— Ах, Алекс, Алекс, — заговорил он. — Кстати, я по дороге встретил твою мать. Она сказала, что у тебя вроде болит что-то. Стало быть, в школу не пошел?
— Ужасная, непереносимая головная боль, koresh, то есть сэр, — сказал я своим самым вежливым тоном. — Думаю, к обеду, может, пройдет.
— А к вечеру так уж просто непременно, — отозвался П. Р. Дельтоид. — Вечер — замечательное время, не правда ли, Алекс? Садись, — сказал он, — садись, садись, — словно он был у себя дома, а я у него в гостях. Сам уселся в старое отцовское кресло-качалку и принялся раскачиваться, словно за этим только и пришел. Я говорю:
— Может, potshifiriajem? В смысле, чашечку чаю, сэр?

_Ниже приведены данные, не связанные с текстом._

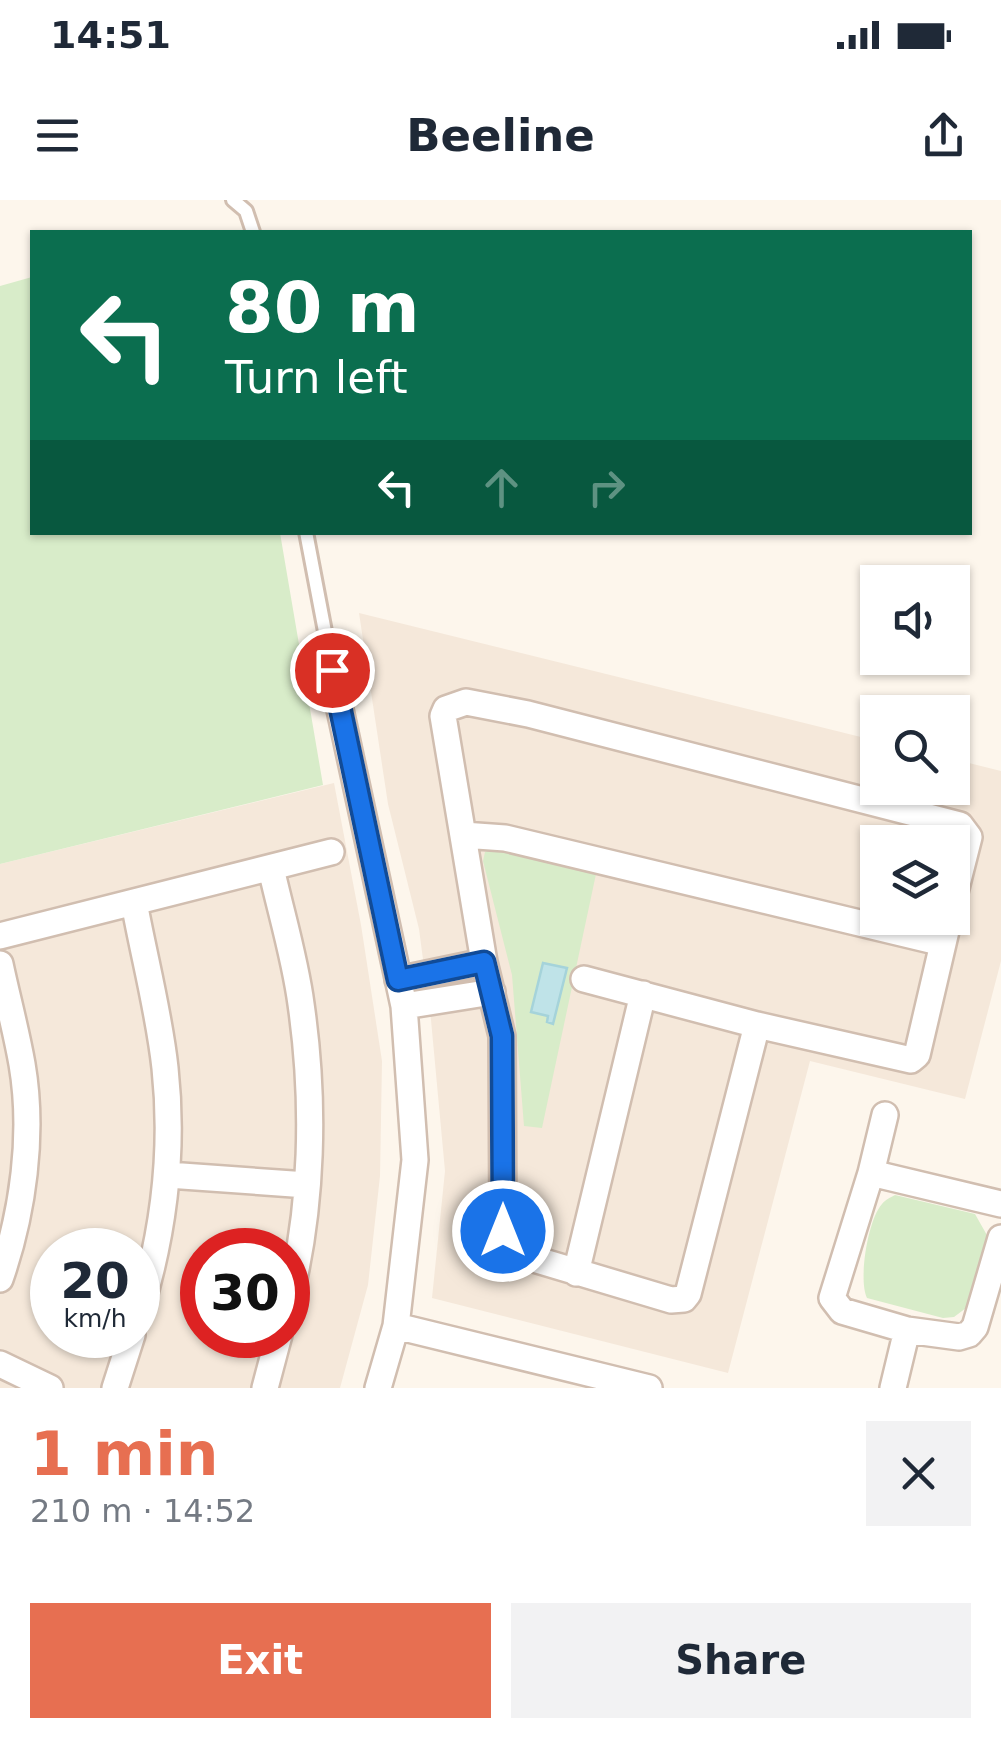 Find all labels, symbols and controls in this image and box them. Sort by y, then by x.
text: 14:51 [50,13,171,57]
icon: menu [30,108,85,163]
icon: share [916,108,971,163]
text: Beeline [406,109,595,162]
text: 80 m [225,267,420,349]
icon: left [60,270,190,400]
text: Turn left [225,351,408,404]
icon: left [369,460,424,515]
icon: ahead [474,460,529,515]
icon: right [579,460,634,515]
map controls [860,565,970,935]
button: sound [860,565,970,675]
pin [290,628,375,713]
icon: arrive [305,643,360,698]
button: search [860,695,970,805]
button: layers [860,825,970,935]
position arrow [451,1179,555,1283]
speed limit sign: 30 [180,1228,310,1358]
text: 20 [60,1252,130,1310]
text: km/h [63,1304,127,1333]
text: 1 min [30,1419,218,1489]
button: close [866,1421,971,1526]
text: 210 m · 14:52 [30,1492,255,1530]
button: Exit [30,1603,491,1718]
button: Share [511,1603,971,1718]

— Я спешу, — ответил он. И продолжал качаться, посверкивая на меня глазами из-под нахмуренных бровей, словно в запасе у него целая вечность. — Я спешу, — повторил этот durenn, — хотя давай. — Я поставил на плиту чайник. Потом говорю:
— Чем я обязан столь редкостному удовольствию? Что-нибудь случилось, сэр?
— Случилось? — каким-то коварным тоном чересчур быстро переспросил он, глядя на меня исподлобья, но продолжая качаться. Потом ему на глаза попалась реклама в газете, лежавшей на столе, — симпатичная молоденькая kisa глядела, усмехаясь и вывесив на всеобщее обозрение свои grudi, символизирующие прелести югославских пляжей. Потом, словно бы pozhrav ее в два приема, он продолжал: — А почему ты думаешь, что непременно что-нибудь случилось? Сотворил что-нибудь или как?
— Да это я так просто, из вежливости, — сказал я. И добавил: — Сэр.
— Гм, — промычал П. Р. Дельтоид. — А я вот из вежливости предупреждаю тебя, Алекс, чтобы ты поостерегся, потому что следующий раз тебе уже не исправительная школа светит. За решетку попадешь, и вся моя работа насмарку. Если тебе на себя, паршивца, плевать, мог бы хоть обо мне немного подумать, ведь столько сил в тебя вбито! Мне за каждое поражение большую черную отметину ставят (это я тебе по секрету говорю) — за каждого, кто кончит в тюряге.
— Я ничего такого не сделал, сэр, — ответил я. — У милисентов на меня ничего нет, koresh, то есть в смысле сэр.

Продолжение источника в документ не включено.